» RECORD EXCERPTS

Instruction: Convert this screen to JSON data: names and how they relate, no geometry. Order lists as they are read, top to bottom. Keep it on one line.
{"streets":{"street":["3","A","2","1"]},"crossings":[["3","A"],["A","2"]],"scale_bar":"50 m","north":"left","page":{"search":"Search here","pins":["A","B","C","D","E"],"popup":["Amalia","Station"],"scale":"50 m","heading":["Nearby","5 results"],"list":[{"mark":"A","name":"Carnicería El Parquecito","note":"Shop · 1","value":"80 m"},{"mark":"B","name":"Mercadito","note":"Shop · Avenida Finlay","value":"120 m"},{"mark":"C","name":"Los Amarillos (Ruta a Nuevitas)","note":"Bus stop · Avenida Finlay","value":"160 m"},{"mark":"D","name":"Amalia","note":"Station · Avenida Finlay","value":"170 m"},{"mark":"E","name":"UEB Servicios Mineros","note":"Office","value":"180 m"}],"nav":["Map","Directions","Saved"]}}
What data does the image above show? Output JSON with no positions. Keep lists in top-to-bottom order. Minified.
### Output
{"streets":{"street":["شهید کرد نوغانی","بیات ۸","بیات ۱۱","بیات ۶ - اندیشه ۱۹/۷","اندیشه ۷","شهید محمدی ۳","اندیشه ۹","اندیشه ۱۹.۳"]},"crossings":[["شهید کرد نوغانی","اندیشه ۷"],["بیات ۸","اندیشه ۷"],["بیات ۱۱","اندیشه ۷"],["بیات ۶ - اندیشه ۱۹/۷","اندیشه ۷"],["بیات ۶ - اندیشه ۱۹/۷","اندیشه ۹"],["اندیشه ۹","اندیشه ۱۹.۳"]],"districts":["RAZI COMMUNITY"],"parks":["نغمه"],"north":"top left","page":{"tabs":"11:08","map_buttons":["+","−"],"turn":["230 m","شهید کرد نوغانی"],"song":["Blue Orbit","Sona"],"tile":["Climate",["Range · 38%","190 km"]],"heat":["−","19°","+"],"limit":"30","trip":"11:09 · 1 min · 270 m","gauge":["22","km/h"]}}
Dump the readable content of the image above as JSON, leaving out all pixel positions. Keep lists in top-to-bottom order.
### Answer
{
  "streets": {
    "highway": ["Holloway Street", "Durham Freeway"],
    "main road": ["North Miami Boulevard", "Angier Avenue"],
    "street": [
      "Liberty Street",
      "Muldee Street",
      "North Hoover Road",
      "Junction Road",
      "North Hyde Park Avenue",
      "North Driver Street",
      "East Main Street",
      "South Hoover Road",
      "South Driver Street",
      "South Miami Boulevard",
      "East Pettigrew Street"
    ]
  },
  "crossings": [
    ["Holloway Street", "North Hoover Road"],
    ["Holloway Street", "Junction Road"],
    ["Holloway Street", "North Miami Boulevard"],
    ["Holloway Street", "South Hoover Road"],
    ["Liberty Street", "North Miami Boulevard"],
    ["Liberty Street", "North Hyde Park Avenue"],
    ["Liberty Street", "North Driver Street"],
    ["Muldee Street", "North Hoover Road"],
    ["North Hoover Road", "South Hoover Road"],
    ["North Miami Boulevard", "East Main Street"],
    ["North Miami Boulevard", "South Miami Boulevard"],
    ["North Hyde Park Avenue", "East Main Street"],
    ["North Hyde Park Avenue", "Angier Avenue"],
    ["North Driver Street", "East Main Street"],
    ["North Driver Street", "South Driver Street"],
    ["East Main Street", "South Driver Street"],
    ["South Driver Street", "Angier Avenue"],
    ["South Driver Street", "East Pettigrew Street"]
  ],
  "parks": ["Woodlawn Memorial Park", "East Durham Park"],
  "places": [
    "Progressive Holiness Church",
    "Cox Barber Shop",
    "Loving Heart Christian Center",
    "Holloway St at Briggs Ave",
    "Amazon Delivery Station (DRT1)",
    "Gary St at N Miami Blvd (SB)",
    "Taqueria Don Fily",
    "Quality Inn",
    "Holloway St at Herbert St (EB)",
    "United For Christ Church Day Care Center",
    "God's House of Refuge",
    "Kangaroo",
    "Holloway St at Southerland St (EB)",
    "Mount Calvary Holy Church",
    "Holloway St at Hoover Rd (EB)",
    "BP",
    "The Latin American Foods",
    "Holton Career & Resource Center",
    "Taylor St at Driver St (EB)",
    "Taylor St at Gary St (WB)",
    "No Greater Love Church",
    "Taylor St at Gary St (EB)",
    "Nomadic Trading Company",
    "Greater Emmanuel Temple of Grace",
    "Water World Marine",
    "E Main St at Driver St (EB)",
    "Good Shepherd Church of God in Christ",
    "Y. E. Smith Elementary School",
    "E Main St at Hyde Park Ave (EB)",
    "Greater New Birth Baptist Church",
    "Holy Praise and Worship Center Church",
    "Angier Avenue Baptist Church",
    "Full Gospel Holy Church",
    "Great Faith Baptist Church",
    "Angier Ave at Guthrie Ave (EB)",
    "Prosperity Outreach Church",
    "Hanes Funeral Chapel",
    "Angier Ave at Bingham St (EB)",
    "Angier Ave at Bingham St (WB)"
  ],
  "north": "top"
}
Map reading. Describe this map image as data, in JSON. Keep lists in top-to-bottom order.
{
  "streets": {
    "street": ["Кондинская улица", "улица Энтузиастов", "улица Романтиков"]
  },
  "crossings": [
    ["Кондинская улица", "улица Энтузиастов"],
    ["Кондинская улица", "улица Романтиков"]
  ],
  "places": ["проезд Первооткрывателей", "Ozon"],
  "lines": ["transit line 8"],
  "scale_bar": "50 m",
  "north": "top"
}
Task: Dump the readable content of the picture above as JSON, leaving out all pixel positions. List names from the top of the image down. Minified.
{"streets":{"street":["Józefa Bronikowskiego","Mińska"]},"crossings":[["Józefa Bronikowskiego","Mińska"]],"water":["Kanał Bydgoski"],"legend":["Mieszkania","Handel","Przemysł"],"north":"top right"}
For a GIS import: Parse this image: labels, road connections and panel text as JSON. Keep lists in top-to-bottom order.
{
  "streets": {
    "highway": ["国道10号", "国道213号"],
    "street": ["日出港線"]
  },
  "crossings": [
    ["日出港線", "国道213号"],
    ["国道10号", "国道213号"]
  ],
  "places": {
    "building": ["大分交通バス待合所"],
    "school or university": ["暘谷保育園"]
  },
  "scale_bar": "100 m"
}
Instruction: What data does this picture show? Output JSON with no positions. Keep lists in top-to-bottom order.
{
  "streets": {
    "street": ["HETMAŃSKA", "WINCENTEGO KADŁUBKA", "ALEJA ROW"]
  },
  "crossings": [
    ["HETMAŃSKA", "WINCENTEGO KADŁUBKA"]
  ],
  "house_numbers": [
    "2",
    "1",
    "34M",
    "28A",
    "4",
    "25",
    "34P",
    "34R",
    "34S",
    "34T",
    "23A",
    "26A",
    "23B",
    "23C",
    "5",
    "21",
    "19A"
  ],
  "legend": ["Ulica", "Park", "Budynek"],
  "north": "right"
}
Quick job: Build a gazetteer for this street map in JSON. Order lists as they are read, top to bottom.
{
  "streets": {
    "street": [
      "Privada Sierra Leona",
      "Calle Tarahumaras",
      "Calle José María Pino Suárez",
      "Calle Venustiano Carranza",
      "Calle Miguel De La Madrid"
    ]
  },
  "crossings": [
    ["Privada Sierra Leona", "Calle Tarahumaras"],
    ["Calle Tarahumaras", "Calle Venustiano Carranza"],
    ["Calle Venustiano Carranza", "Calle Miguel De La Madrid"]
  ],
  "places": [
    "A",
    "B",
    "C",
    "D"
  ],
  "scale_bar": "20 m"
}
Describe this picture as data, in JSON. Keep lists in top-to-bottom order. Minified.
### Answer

» TASK BRIEF
Reproduce the full listing above, character for character.

» RESULT
Instruction: Convert this screen to JSON data: names and how they relate, no geometry. Order lists as they are read, top to bottom. Keep it on one line.
{"streets":{"street":["3","A","2","1"]},"crossings":[["3","A"],["A","2"]],"scale_bar":"50 m","north":"left","page":{"search":"Search here","pins":["A","B","C","D","E"],"popup":["Amalia","Station"],"scale":"50 m","heading":["Nearby","5 results"],"list":[{"mark":"A","name":"Carnicería El Parquecito","note":"Shop · 1","value":"80 m"},{"mark":"B","name":"Mercadito","note":"Shop · Avenida Finlay","value":"120 m"},{"mark":"C","name":"Los Amarillos (Ruta a Nuevitas)","note":"Bus stop · Avenida Finlay","value":"160 m"},{"mark":"D","name":"Amalia","note":"Station · Avenida Finlay","value":"170 m"},{"mark":"E","name":"UEB Servicios Mineros","note":"Office","value":"180 m"}],"nav":["Map","Directions","Saved"]}}
What data does the image above show? Output JSON with no positions. Keep lists in top-to-bottom order. Minified.
### Output
{"streets":{"street":["شهید کرد نوغانی","بیات ۸","بیات ۱۱","بیات ۶ - اندیشه ۱۹/۷","اندیشه ۷","شهید محمدی ۳","اندیشه ۹","اندیشه ۱۹.۳"]},"crossings":[["شهید کرد نوغانی","اندیشه ۷"],["بیات ۸","اندیشه ۷"],["بیات ۱۱","اندیشه ۷"],["بیات ۶ - اندیشه ۱۹/۷","اندیشه ۷"],["بیات ۶ - اندیشه ۱۹/۷","اندیشه ۹"],["اندیشه ۹","اندیشه ۱۹.۳"]],"districts":["RAZI COMMUNITY"],"parks":["نغمه"],"north":"top left","page":{"tabs":"11:08","map_buttons":["+","−"],"turn":["230 m","شهید کرد نوغانی"],"song":["Blue Orbit","Sona"],"tile":["Climate",["Range · 38%","190 km"]],"heat":["−","19°","+"],"limit":"30","trip":"11:09 · 1 min · 270 m","gauge":["22","km/h"]}}
Dump the readable content of the image above as JSON, leaving out all pixel positions. Keep lists in top-to-bottom order.
### Answer
{
  "streets": {
    "highway": ["Holloway Street", "Durham Freeway"],
    "main road": ["North Miami Boulevard", "Angier Avenue"],
    "street": [
      "Liberty Street",
      "Muldee Street",
      "North Hoover Road",
      "Junction Road",
      "North Hyde Park Avenue",
      "North Driver Street",
      "East Main Street",
      "South Hoover Road",
      "South Driver Street",
      "South Miami Boulevard",
      "East Pettigrew Street"
    ]
  },
  "crossings": [
    ["Holloway Street", "North Hoover Road"],
    ["Holloway Street", "Junction Road"],
    ["Holloway Street", "North Miami Boulevard"],
    ["Holloway Street", "South Hoover Road"],
    ["Liberty Street", "North Miami Boulevard"],
    ["Liberty Street", "North Hyde Park Avenue"],
    ["Liberty Street", "North Driver Street"],
    ["Muldee Street", "North Hoover Road"],
    ["North Hoover Road", "South Hoover Road"],
    ["North Miami Boulevard", "East Main Street"],
    ["North Miami Boulevard", "South Miami Boulevard"],
    ["North Hyde Park Avenue", "East Main Street"],
    ["North Hyde Park Avenue", "Angier Avenue"],
    ["North Driver Street", "East Main Street"],
    ["North Driver Street", "South Driver Street"],
    ["East Main Street", "South Driver Street"],
    ["South Driver Street", "Angier Avenue"],
    ["South Driver Street", "East Pettigrew Street"]
  ],
  "parks": ["Woodlawn Memorial Park", "East Durham Park"],
  "places": [
    "Progressive Holiness Church",
    "Cox Barber Shop",
    "Loving Heart Christian Center",
    "Holloway St at Briggs Ave",
    "Amazon Delivery Station (DRT1)",
    "Gary St at N Miami Blvd (SB)",
    "Taqueria Don Fily",
    "Quality Inn",
    "Holloway St at Herbert St (EB)",
    "United For Christ Church Day Care Center",
    "God's House of Refuge",
    "Kangaroo",
    "Holloway St at Southerland St (EB)",
    "Mount Calvary Holy Church",
    "Holloway St at Hoover Rd (EB)",
    "BP",
    "The Latin American Foods",
    "Holton Career & Resource Center",
    "Taylor St at Driver St (EB)",
    "Taylor St at Gary St (WB)",
    "No Greater Love Church",
    "Taylor St at Gary St (EB)",
    "Nomadic Trading Company",
    "Greater Emmanuel Temple of Grace",
    "Water World Marine",
    "E Main St at Driver St (EB)",
    "Good Shepherd Church of God in Christ",
    "Y. E. Smith Elementary School",
    "E Main St at Hyde Park Ave (EB)",
    "Greater New Birth Baptist Church",
    "Holy Praise and Worship Center Church",
    "Angier Avenue Baptist Church",
    "Full Gospel Holy Church",
    "Great Faith Baptist Church",
    "Angier Ave at Guthrie Ave (EB)",
    "Prosperity Outreach Church",
    "Hanes Funeral Chapel",
    "Angier Ave at Bingham St (EB)",
    "Angier Ave at Bingham St (WB)"
  ],
  "north": "top"
}
Map reading. Describe this map image as data, in JSON. Keep lists in top-to-bottom order.
{
  "streets": {
    "street": ["Кондинская улица", "улица Энтузиастов", "улица Романтиков"]
  },
  "crossings": [
    ["Кондинская улица", "улица Энтузиастов"],
    ["Кондинская улица", "улица Романтиков"]
  ],
  "places": ["проезд Первооткрывателей", "Ozon"],
  "lines": ["transit line 8"],
  "scale_bar": "50 m",
  "north": "top"
}
Task: Dump the readable content of the picture above as JSON, leaving out all pixel positions. List names from the top of the image down. Minified.
{"streets":{"street":["Józefa Bronikowskiego","Mińska"]},"crossings":[["Józefa Bronikowskiego","Mińska"]],"water":["Kanał Bydgoski"],"legend":["Mieszkania","Handel","Przemysł"],"north":"top right"}
For a GIS import: Parse this image: labels, road connections and panel text as JSON. Keep lists in top-to-bottom order.
{
  "streets": {
    "highway": ["国道10号", "国道213号"],
    "street": ["日出港線"]
  },
  "crossings": [
    ["日出港線", "国道213号"],
    ["国道10号", "国道213号"]
  ],
  "places": {
    "building": ["大分交通バス待合所"],
    "school or university": ["暘谷保育園"]
  },
  "scale_bar": "100 m"
}
Instruction: What data does this picture show? Output JSON with no positions. Keep lists in top-to-bottom order.
{
  "streets": {
    "street": ["HETMAŃSKA", "WINCENTEGO KADŁUBKA", "ALEJA ROW"]
  },
  "crossings": [
    ["HETMAŃSKA", "WINCENTEGO KADŁUBKA"]
  ],
  "house_numbers": [
    "2",
    "1",
    "34M",
    "28A",
    "4",
    "25",
    "34P",
    "34R",
    "34S",
    "34T",
    "23A",
    "26A",
    "23B",
    "23C",
    "5",
    "21",
    "19A"
  ],
  "legend": ["Ulica", "Park", "Budynek"],
  "north": "right"
}
Quick job: Build a gazetteer for this street map in JSON. Order lists as they are read, top to bottom.
{
  "streets": {
    "street": [
      "Privada Sierra Leona",
      "Calle Tarahumaras",
      "Calle José María Pino Suárez",
      "Calle Venustiano Carranza",
      "Calle Miguel De La Madrid"
    ]
  },
  "crossings": [
    ["Privada Sierra Leona", "Calle Tarahumaras"],
    ["Calle Tarahumaras", "Calle Venustiano Carranza"],
    ["Calle Venustiano Carranza", "Calle Miguel De La Madrid"]
  ],
  "places": [
    "A",
    "B",
    "C",
    "D"
  ],
  "scale_bar": "20 m"
}
Describe this picture as data, in JSON. Keep lists in top-to-bottom order. Minified.
### Answer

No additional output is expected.